## [WORK INSTRUCTIONS]
Nothing below is to be printed except the lines between the line holding "M 1435,471 L 1513,426" and the line holding "M 1484,1070 L 1513,1066", inclusive, each exactly as it appears.

## [INFORMATION SUPPLIED]

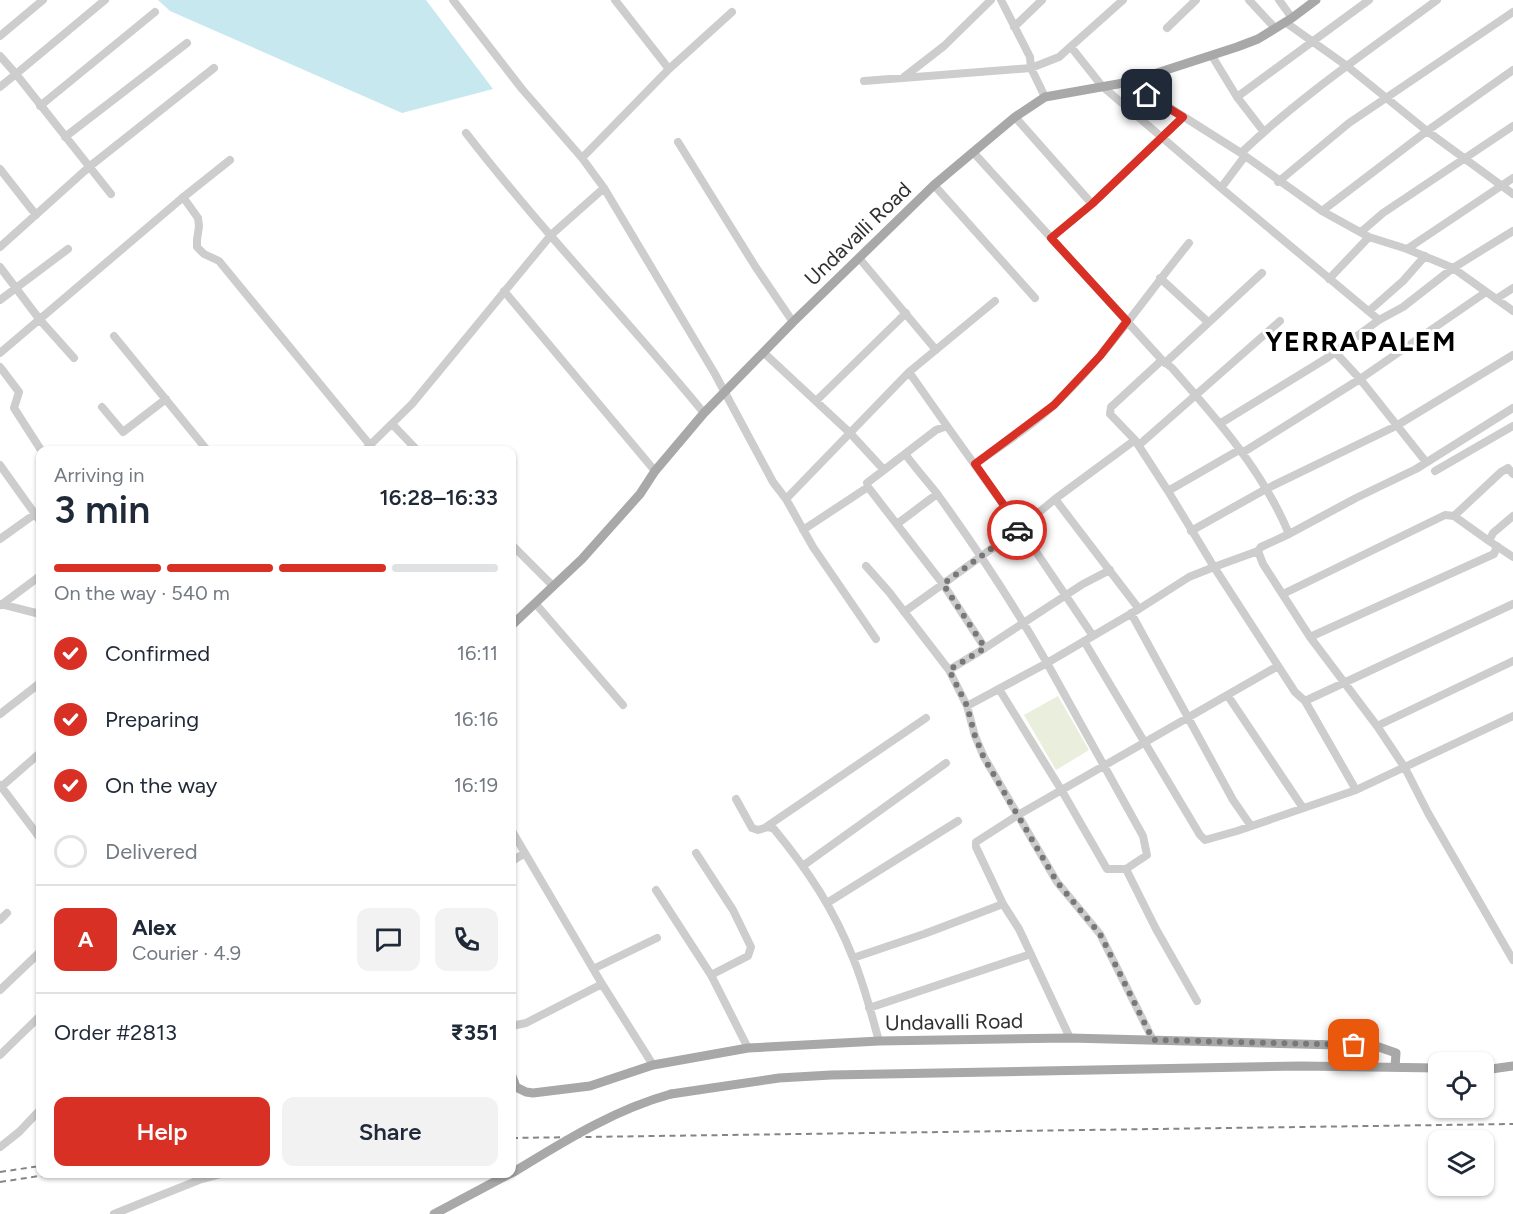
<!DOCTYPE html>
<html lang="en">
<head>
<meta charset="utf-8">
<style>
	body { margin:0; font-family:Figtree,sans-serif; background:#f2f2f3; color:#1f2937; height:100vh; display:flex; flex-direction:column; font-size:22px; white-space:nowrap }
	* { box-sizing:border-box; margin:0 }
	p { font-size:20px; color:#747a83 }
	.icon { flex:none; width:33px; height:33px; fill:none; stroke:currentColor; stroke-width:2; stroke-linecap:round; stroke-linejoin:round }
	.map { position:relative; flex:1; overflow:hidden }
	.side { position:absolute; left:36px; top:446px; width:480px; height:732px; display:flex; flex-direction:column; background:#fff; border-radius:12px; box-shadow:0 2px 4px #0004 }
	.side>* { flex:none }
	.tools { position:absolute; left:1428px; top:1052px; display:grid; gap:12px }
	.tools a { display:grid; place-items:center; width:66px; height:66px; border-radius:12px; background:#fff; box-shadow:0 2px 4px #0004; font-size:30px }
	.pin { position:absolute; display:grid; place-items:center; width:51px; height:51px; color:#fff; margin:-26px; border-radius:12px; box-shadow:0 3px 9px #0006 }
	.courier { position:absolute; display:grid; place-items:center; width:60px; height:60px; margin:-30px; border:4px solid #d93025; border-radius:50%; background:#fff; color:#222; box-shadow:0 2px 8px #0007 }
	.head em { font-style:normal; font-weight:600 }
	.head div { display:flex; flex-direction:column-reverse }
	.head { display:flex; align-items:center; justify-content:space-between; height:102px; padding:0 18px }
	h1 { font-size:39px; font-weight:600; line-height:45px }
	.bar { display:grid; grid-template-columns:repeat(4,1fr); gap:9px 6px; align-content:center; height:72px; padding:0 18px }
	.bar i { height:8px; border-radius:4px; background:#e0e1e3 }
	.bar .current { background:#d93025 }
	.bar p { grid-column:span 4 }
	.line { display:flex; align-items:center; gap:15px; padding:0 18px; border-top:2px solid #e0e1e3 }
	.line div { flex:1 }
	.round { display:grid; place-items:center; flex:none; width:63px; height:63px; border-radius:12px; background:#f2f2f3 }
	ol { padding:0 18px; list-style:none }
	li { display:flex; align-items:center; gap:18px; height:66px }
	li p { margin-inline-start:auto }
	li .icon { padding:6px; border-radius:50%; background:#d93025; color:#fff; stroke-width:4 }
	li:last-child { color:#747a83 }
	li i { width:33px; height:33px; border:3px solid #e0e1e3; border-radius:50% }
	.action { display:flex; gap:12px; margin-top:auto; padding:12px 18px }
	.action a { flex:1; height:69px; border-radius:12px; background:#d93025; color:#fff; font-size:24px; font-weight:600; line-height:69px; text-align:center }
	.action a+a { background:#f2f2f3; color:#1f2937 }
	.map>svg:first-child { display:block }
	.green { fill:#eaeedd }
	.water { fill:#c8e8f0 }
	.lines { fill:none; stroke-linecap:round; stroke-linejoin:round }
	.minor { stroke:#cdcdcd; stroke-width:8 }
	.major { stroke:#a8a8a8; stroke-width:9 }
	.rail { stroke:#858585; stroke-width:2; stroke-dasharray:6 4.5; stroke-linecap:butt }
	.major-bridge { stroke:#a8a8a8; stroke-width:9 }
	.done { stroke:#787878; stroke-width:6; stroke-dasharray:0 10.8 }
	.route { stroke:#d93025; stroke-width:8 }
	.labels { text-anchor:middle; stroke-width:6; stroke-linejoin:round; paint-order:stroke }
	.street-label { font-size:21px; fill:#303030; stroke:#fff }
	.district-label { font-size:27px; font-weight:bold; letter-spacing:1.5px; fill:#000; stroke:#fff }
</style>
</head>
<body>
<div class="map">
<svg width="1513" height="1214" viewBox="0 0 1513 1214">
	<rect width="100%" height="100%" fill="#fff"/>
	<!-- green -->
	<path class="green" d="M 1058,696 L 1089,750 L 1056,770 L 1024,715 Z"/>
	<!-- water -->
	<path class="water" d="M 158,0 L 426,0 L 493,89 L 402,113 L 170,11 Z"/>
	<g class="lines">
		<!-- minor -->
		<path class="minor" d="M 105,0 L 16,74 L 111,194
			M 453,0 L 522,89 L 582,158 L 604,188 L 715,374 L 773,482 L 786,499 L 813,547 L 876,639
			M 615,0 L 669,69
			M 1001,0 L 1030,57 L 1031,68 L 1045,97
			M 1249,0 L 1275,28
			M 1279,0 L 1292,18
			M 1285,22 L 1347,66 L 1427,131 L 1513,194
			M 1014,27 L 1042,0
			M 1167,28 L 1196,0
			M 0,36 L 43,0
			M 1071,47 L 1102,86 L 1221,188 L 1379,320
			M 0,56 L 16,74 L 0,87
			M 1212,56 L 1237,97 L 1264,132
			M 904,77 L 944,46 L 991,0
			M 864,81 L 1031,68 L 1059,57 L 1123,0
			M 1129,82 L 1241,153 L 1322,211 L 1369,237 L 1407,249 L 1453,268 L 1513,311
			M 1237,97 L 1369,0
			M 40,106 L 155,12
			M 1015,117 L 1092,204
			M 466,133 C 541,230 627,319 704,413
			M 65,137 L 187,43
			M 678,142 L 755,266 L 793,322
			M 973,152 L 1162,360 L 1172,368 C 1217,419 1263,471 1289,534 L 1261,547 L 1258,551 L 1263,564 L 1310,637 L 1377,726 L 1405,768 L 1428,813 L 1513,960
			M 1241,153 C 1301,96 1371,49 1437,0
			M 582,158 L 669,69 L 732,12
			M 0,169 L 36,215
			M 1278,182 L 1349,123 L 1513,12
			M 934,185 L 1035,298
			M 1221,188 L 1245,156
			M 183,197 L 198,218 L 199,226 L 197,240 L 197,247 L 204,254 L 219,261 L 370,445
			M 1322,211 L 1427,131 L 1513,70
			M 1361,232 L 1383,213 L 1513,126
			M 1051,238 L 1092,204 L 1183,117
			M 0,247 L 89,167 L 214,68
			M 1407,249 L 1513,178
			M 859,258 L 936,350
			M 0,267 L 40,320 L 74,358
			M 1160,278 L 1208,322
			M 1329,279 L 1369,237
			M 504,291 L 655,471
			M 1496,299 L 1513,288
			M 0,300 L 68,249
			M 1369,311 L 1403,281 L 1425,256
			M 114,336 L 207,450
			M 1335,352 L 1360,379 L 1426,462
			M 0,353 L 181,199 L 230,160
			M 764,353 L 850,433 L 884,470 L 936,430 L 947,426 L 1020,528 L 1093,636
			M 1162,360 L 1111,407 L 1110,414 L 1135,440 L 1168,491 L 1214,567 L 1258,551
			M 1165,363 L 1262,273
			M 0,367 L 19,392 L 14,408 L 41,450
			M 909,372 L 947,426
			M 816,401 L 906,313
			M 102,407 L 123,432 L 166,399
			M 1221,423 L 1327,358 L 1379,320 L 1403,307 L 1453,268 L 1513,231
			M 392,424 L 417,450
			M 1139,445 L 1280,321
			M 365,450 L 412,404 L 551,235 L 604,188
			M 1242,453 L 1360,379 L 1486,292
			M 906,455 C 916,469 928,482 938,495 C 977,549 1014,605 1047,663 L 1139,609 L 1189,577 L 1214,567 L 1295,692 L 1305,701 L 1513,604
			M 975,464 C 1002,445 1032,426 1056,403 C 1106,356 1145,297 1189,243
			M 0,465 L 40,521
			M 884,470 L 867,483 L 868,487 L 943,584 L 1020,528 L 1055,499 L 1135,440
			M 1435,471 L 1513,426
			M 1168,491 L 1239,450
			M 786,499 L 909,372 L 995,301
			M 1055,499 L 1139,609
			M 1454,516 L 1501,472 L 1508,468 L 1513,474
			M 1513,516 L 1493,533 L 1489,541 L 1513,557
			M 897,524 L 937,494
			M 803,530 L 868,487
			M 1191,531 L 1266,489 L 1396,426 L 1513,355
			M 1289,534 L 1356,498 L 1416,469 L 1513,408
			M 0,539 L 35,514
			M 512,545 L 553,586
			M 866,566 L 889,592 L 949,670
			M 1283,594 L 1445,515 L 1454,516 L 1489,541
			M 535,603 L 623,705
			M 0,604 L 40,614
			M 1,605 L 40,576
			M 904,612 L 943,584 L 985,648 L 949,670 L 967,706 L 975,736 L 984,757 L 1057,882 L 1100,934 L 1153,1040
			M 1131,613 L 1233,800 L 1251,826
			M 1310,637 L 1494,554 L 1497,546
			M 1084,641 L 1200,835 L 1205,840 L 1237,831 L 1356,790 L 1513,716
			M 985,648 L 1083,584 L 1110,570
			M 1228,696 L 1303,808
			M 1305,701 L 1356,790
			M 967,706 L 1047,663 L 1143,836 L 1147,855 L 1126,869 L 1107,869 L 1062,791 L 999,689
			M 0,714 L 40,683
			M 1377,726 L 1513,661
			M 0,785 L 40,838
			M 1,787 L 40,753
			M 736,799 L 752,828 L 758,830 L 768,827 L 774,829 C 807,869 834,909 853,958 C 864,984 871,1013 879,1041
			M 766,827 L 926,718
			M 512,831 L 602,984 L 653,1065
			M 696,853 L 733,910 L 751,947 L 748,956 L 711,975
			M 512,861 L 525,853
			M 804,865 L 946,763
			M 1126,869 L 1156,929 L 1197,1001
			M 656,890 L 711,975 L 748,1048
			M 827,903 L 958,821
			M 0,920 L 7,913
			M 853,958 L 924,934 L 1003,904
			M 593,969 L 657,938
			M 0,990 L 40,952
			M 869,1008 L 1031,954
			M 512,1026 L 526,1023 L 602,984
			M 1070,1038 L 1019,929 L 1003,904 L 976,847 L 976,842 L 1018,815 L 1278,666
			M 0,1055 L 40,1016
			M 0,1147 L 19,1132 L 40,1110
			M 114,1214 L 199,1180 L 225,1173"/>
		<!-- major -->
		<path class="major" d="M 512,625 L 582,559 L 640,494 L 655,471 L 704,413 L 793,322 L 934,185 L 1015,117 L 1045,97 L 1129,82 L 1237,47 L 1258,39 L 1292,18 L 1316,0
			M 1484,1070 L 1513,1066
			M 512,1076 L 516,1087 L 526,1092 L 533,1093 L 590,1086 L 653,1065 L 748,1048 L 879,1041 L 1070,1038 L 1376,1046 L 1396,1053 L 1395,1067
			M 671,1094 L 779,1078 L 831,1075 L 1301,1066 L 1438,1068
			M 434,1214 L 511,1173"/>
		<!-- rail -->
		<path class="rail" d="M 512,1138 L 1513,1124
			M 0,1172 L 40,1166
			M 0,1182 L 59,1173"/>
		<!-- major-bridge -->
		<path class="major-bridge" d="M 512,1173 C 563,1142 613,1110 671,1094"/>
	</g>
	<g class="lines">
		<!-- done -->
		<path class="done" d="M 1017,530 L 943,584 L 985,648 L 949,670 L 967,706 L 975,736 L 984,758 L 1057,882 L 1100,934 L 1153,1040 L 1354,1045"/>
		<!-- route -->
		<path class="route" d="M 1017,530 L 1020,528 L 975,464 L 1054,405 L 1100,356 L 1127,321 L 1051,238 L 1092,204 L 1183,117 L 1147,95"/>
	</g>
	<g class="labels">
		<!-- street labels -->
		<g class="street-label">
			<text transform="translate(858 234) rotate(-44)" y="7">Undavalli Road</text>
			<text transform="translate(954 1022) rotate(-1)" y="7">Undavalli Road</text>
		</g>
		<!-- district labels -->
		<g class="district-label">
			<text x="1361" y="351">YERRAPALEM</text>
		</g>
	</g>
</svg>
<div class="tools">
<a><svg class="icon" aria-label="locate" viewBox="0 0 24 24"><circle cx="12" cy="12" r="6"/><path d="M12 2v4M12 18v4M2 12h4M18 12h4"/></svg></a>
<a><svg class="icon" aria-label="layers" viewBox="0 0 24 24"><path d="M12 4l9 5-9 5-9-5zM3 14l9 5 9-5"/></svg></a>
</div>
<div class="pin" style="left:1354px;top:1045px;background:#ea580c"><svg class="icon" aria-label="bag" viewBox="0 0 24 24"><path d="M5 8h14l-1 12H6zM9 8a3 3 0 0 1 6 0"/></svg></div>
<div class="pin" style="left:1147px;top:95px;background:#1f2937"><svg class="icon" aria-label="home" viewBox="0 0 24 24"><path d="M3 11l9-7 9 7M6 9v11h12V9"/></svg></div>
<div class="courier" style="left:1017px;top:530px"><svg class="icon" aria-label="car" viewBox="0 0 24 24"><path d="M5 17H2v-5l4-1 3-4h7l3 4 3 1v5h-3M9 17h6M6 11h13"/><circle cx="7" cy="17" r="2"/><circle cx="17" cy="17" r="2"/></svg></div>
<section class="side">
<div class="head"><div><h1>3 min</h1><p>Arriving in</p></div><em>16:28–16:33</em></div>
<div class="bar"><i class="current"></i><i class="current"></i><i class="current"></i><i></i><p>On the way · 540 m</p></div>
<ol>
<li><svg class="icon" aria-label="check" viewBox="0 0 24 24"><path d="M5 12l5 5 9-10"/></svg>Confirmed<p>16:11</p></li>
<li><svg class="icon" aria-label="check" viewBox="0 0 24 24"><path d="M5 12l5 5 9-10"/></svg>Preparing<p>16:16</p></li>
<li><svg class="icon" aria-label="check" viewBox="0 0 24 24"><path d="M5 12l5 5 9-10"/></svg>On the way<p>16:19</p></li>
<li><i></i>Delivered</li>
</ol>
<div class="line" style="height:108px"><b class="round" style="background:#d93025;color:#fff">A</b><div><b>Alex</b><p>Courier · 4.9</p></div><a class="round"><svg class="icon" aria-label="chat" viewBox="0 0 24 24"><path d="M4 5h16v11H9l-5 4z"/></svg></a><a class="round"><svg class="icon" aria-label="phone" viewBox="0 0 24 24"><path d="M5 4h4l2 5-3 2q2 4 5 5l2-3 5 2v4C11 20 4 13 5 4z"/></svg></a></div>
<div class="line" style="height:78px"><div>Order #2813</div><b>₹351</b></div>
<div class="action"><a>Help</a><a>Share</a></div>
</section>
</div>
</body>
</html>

## [SOLUTION TO THIS EXERCISE]
			M 1435,471 L 1513,426
			M 1168,491 L 1239,450
			M 786,499 L 909,372 L 995,301
			M 1055,499 L 1139,609
			M 1454,516 L 1501,472 L 1508,468 L 1513,474
			M 1513,516 L 1493,533 L 1489,541 L 1513,557
			M 897,524 L 937,494
			M 803,530 L 868,487
			M 1191,531 L 1266,489 L 1396,426 L 1513,355
			M 1289,534 L 1356,498 L 1416,469 L 1513,408
			M 0,539 L 35,514
			M 512,545 L 553,586
			M 866,566 L 889,592 L 949,670
			M 1283,594 L 1445,515 L 1454,516 L 1489,541
			M 535,603 L 623,705
			M 0,604 L 40,614
			M 1,605 L 40,576
			M 904,612 L 943,584 L 985,648 L 949,670 L 967,706 L 975,736 L 984,757 L 1057,882 L 1100,934 L 1153,1040
			M 1131,613 L 1233,800 L 1251,826
			M 1310,637 L 1494,554 L 1497,546
			M 1084,641 L 1200,835 L 1205,840 L 1237,831 L 1356,790 L 1513,716
			M 985,648 L 1083,584 L 1110,570
			M 1228,696 L 1303,808
			M 1305,701 L 1356,790
			M 967,706 L 1047,663 L 1143,836 L 1147,855 L 1126,869 L 1107,869 L 1062,791 L 999,689
			M 0,714 L 40,683
			M 1377,726 L 1513,661
			M 0,785 L 40,838
			M 1,787 L 40,753
			M 736,799 L 752,828 L 758,830 L 768,827 L 774,829 C 807,869 834,909 853,958 C 864,984 871,1013 879,1041
			M 766,827 L 926,718
			M 512,831 L 602,984 L 653,1065
			M 696,853 L 733,910 L 751,947 L 748,956 L 711,975
			M 512,861 L 525,853
			M 804,865 L 946,763
			M 1126,869 L 1156,929 L 1197,1001
			M 656,890 L 711,975 L 748,1048
			M 827,903 L 958,821
			M 0,920 L 7,913
			M 853,958 L 924,934 L 1003,904
			M 593,969 L 657,938
			M 0,990 L 40,952
			M 869,1008 L 1031,954
			M 512,1026 L 526,1023 L 602,984
			M 1070,1038 L 1019,929 L 1003,904 L 976,847 L 976,842 L 1018,815 L 1278,666
			M 0,1055 L 40,1016
			M 0,1147 L 19,1132 L 40,1110
			M 114,1214 L 199,1180 L 225,1173"/>
		<!-- major -->
		<path class="major" d="M 512,625 L 582,559 L 640,494 L 655,471 L 704,413 L 793,322 L 934,185 L 1015,117 L 1045,97 L 1129,82 L 1237,47 L 1258,39 L 1292,18 L 1316,0
			M 1484,1070 L 1513,1066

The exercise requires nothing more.